HOW TO COMPLETE THIS TASK
An exact reprint of the listing is required, with no pictures included.

RECORDS PROVIDED
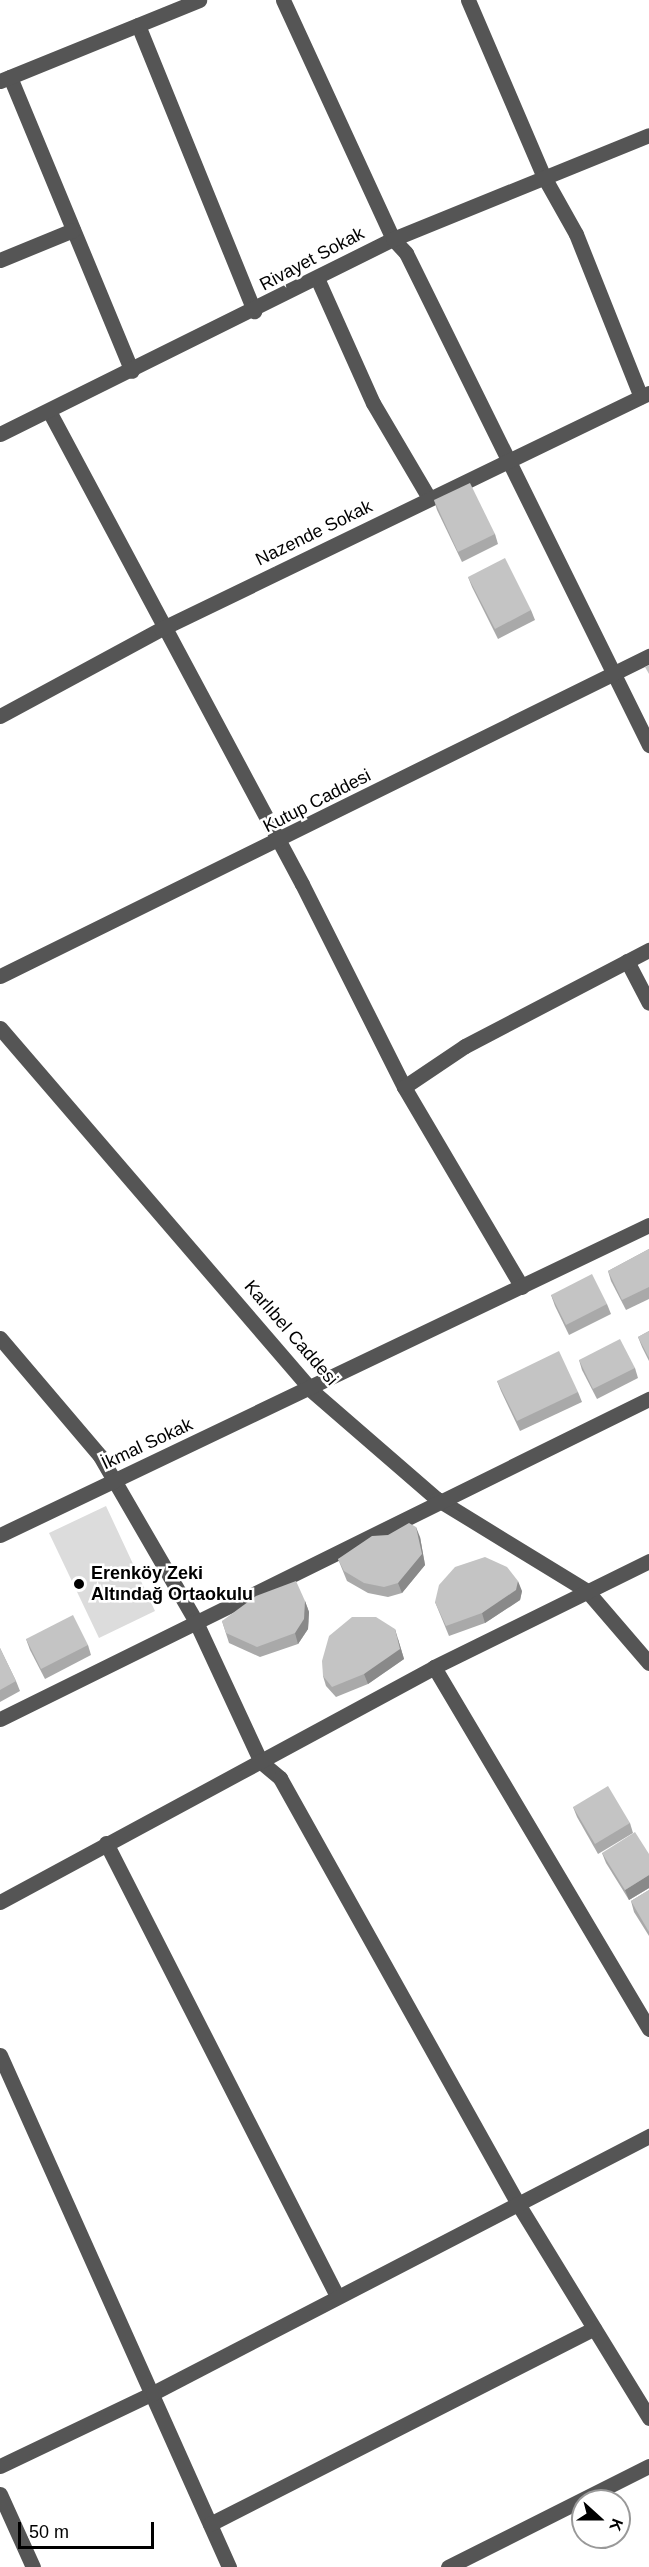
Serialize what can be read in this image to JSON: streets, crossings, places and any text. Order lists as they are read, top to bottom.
{
  "streets": {
    "street": [
      "Rivayet Sokak",
      "Nazende Sokak",
      "Kutup Caddesi",
      "Karlıbel Caddesi",
      "İkmal Sokak"
    ]
  },
  "crossings": [
    ["Karlıbel Caddesi", "İkmal Sokak"]
  ],
  "places": ["Erenköy Zeki Altındağ Ortaokulu"],
  "scale_bar": "50 m",
  "north": "right"
}
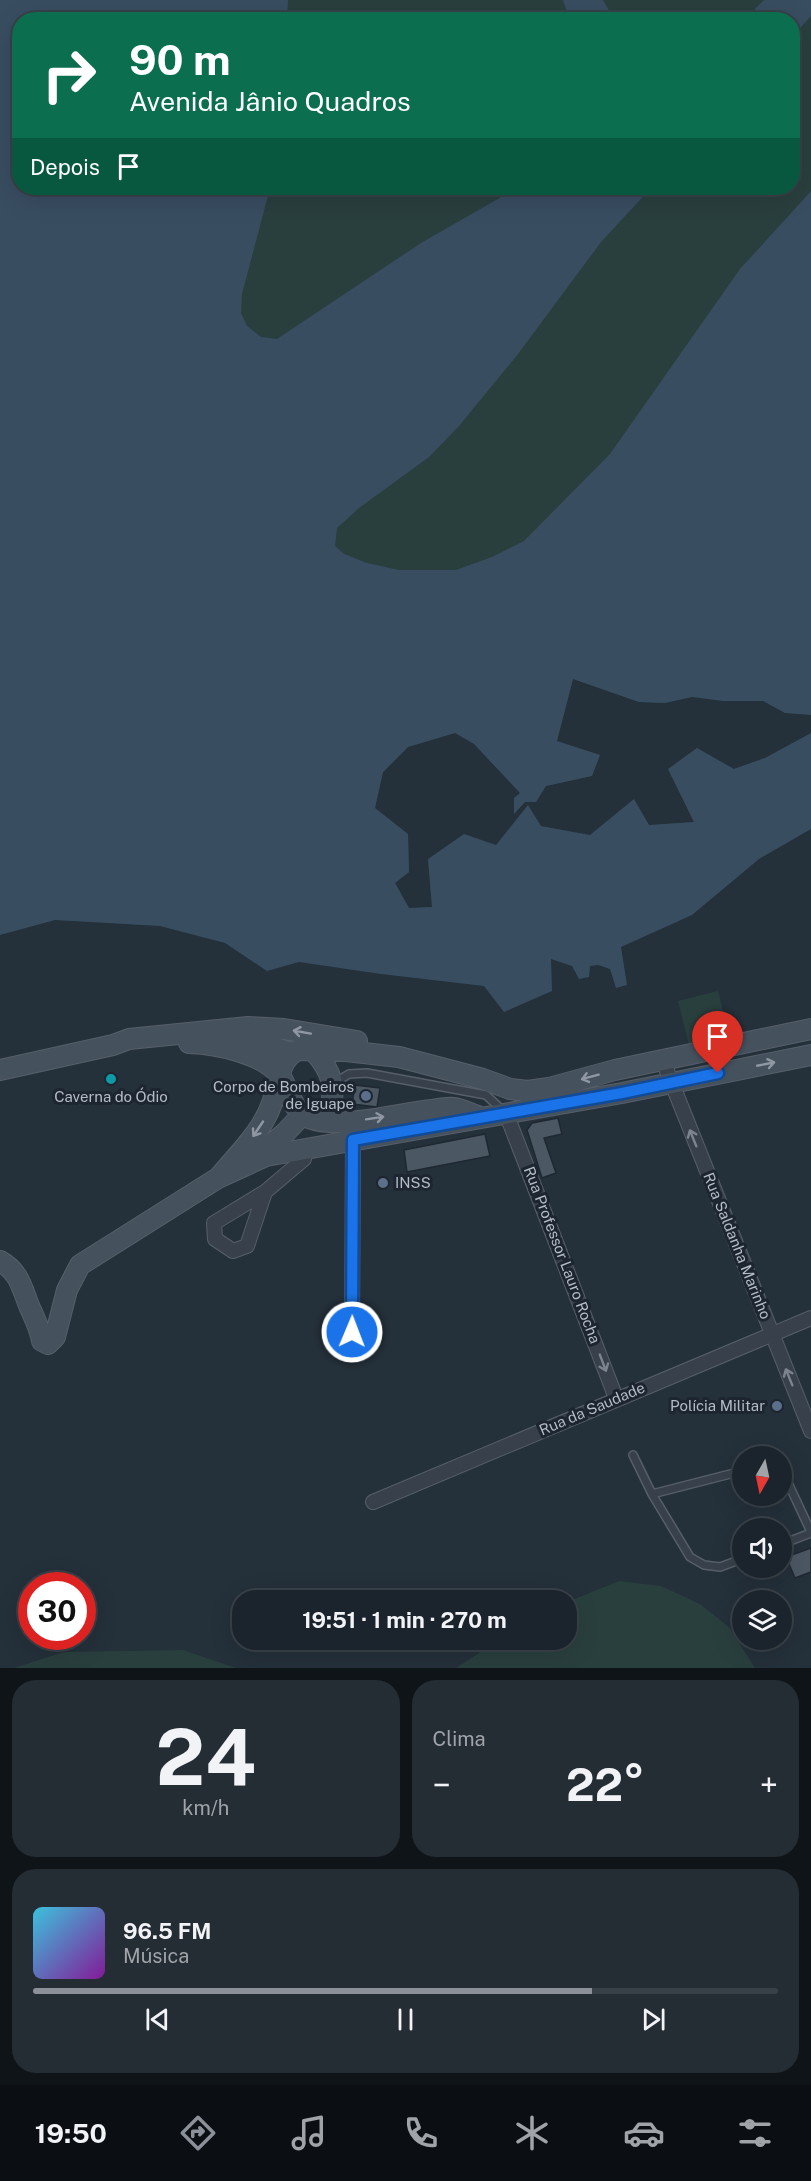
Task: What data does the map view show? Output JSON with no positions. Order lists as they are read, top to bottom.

ANSWER TO THIS EXERCISE
Serialize what can be read in this image to JSON: streets, crossings, places and any text. Order lists as they are read, top to bottom.
{
  "streets": {
    "street": [
      "Rivayet Sokak",
      "Nazende Sokak",
      "Kutup Caddesi",
      "Karlıbel Caddesi",
      "İkmal Sokak"
    ]
  },
  "crossings": [
    ["Karlıbel Caddesi", "İkmal Sokak"]
  ],
  "places": ["Erenköy Zeki Altındağ Ortaokulu"],
  "scale_bar": "50 m",
  "north": "right"
}
Task: What data does the map view show? Output JSON with no positions. Order lists as they are read, top to bottom.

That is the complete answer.